Каспар Прекль устал, мысли у него путались. Иногда ему даже начинало казаться, что его разыгрывает шутник с весьма мрачным чувством юмора. Но неужели найдется такой человек, который готов многие годы просидеть в сумасшедшем доме, только бы иметь возможность разыгрывать ближних? Он протянул художнику репродукцию картины «Иосиф и его братья».
— Не согласитесь ли вы кое-что объяснить мне в вашей картине? — внезапно охрипнув, попросил он.
Тот бросил на него пронзительный, недоверчивый взгляд.
— Дрянь картина, — ворчливо заметил он. — Написана в годы ненормальности. — И вдруг крикнул: — Сейчас же уберите ее!
— Быть может, вы покажете мне картины, которые были написаны здесь? — непривычно подобострастным тоном произнес Каспар Прекль. Он был точно в вакууме, вне пространства и времени. До сих пор, с кем бы ему ни довелось встречаться, он втайне всегда был уверен в собственном превосходстве. И теперь был угнетен сознанием, что безумен его собеседник или нет, он, Каспар Прекль, смотрит на него снизу вверх.
Тот встал и снова подошел к продолжавшему сидеть Преклю.
— Значит, желаете посмотреть на мои картины, — проговорил он. — Имейте в виду, это небезопасно. Я могу вскрыть человеку сердечную сумку и продержать его в таком виде семь тысяч лет. Предупреждаю, мне уже не раз приходилось спускать людей в уборную. Так что если вас привело ко мне пустое любопытство, спущу и вас туда же.
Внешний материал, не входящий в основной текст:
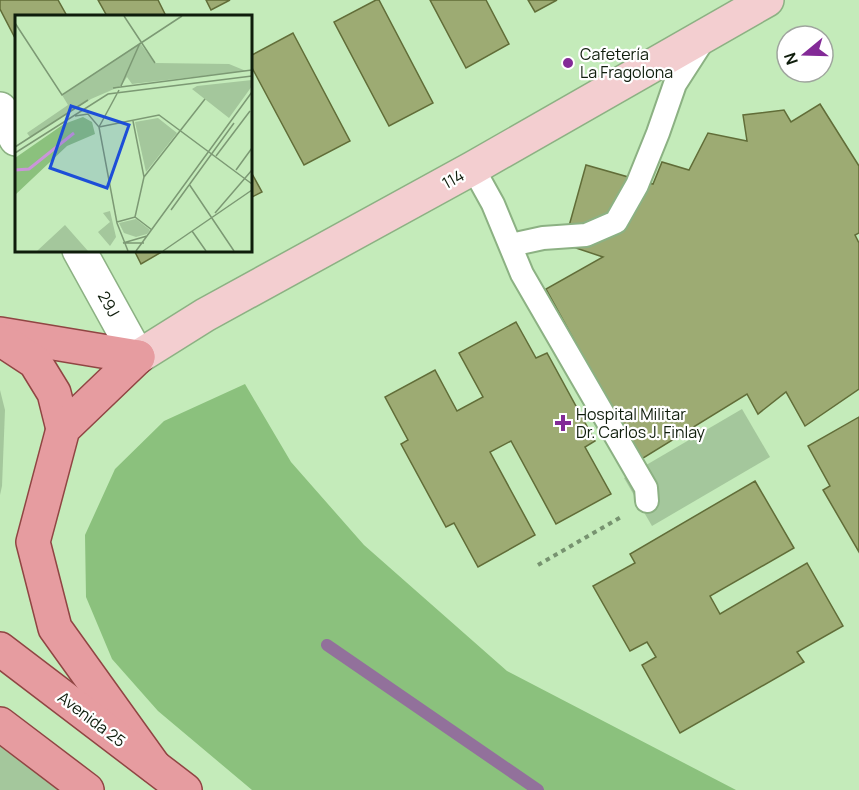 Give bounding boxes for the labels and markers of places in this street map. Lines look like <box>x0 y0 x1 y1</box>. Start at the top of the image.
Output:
place label: Cafetería La Fragolona <box>580 43 673 83</box>
marker: Cafetería La Fragolona <box>561 56 575 70</box>
place label: Hospital Militar Dr. Carlos J. Finlay <box>576 403 706 443</box>
marker: Hospital Militar Dr. Carlos J. Finlay <box>554 414 572 432</box> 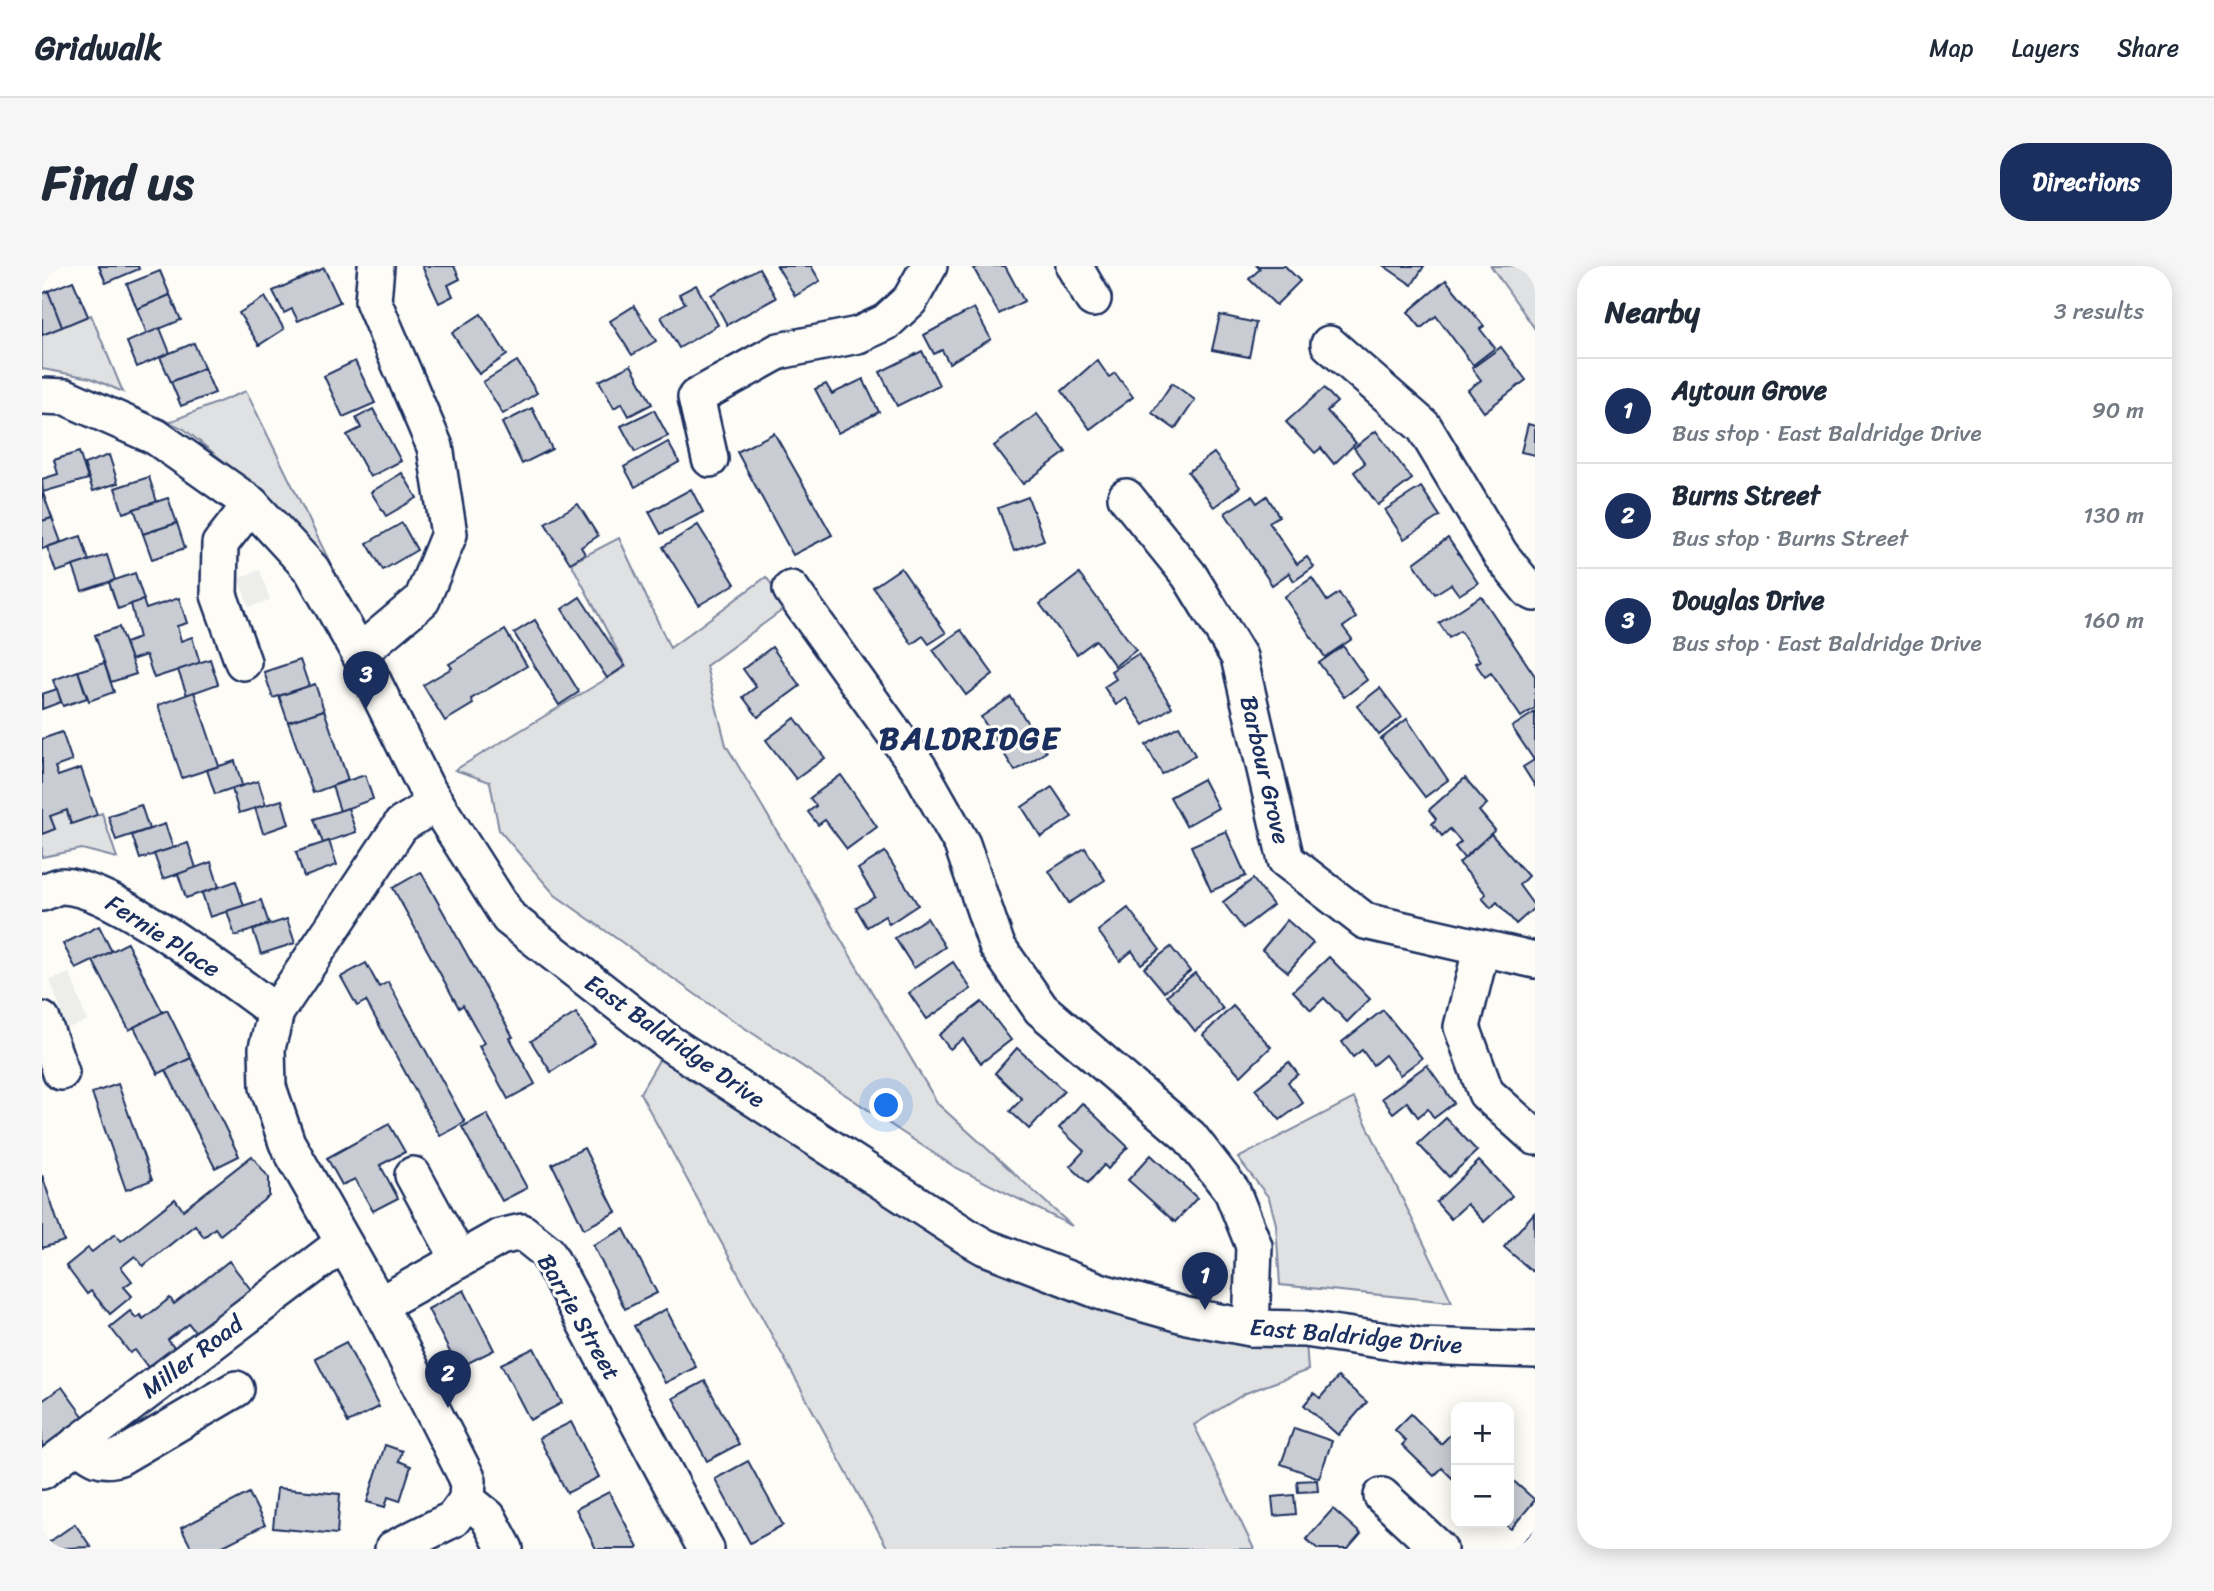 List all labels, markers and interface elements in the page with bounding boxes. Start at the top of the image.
text: Gridwalk [35,19,162,77]
text: Map [1929,27,1974,69]
text: Layers [2012,27,2079,69]
text: Share [2117,27,2179,69]
text: Find us [42,139,194,226]
button: Directions [2000,143,2172,221]
text: Nearby [1605,285,1700,339]
text: 3 results [2054,291,2144,332]
text: Aytoun Grove [1672,367,1827,413]
text: 1 [1623,390,1633,431]
text: 90 m [2092,390,2144,431]
text: Bus stop · East Baldridge Drive [1672,413,1982,454]
text: Burns Street [1672,472,1820,518]
text: 2 [1621,495,1635,536]
text: 130 m [2083,495,2144,536]
text: Bus stop · Burns Street [1672,518,1908,559]
text: Douglas Drive [1672,577,1825,623]
text: 3 [1622,600,1634,641]
text: 160 m [2083,600,2144,641]
text: Bus stop · East Baldridge Drive [1672,623,1982,664]
pin: 3 [343,651,389,709]
street label: Barbour Grove [1228,691,1302,849]
district label: BALDRIDGE [879,710,1061,767]
street label: Fernie Place [97,883,229,989]
street label: East Baldridge Drive [576,963,775,1120]
your location [869,1088,903,1122]
street label: Barrie Street [526,1245,632,1389]
pin: 1 [1182,1252,1228,1310]
street label: Miller Road [132,1303,254,1410]
street label: East Baldridge Drive [1248,1306,1464,1366]
pin: 2 [425,1350,471,1408]
map controls [1451,1402,1514,1528]
button: + [1451,1402,1514,1465]
button: − [1451,1465,1514,1528]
И тогда вы будете неважно выглядеть на Страшном суде.
— Нельзя ли мне закурить трубку перед тем, как вы начнете показывать картины? — опять попросил Каспар Прекль.
Эта просьба пришлась, очевидно, по душе художнику Ландхольцеру. Пока Каспар Прекль раскуривал трубку, он перебирал картины, повернутые лицом к стене. Доставал с полок, из ящиков большие, перевязанные шнурками пакеты. С помощью причудливого на вид механизма спустил такие же пакеты с потолка. Лукаво погрозив Преклю, стал под конец на колени: оказалось, что и под половицами у него лежат свернутые в трубку рисунки. Казалось, видения художника Ландхольцера заполонили всю комнату. Уложив пакеты в ряд, один подле другого, он уселся. Точно и не собирался их развертывать.
— Вы обещали мне показать ваши картины, — обождав немного, сказал Каспар Прекль. Художник Ландхольцер, хитро прищурившись, жестом приказал ему молчать, проверил задвижки на окнах и двери, стал перекладывать с места на место пакеты. Наконец один развязал.
То, что инженер Каспар Прекль увидел в тот день, он до конца жизни сохранил в памяти. Вперемежку с миниатюрными моделями, с чертежами машин и геометрических фигур, в пакете были наброски и картины, сделанные свинцовым карандашом, тушью, пером, углем, маслом, акварелью. Были там и скульптуры, вырезанные из дерева, из каких-то обломков мебели, вылепленные из жеваного хлеба. В иных картинах даже самый предубежденный человек не обнаружил бы и тени безумия, но были и другие, подсказанные больным рассудком. Крошечные наброски и большие законченные картины.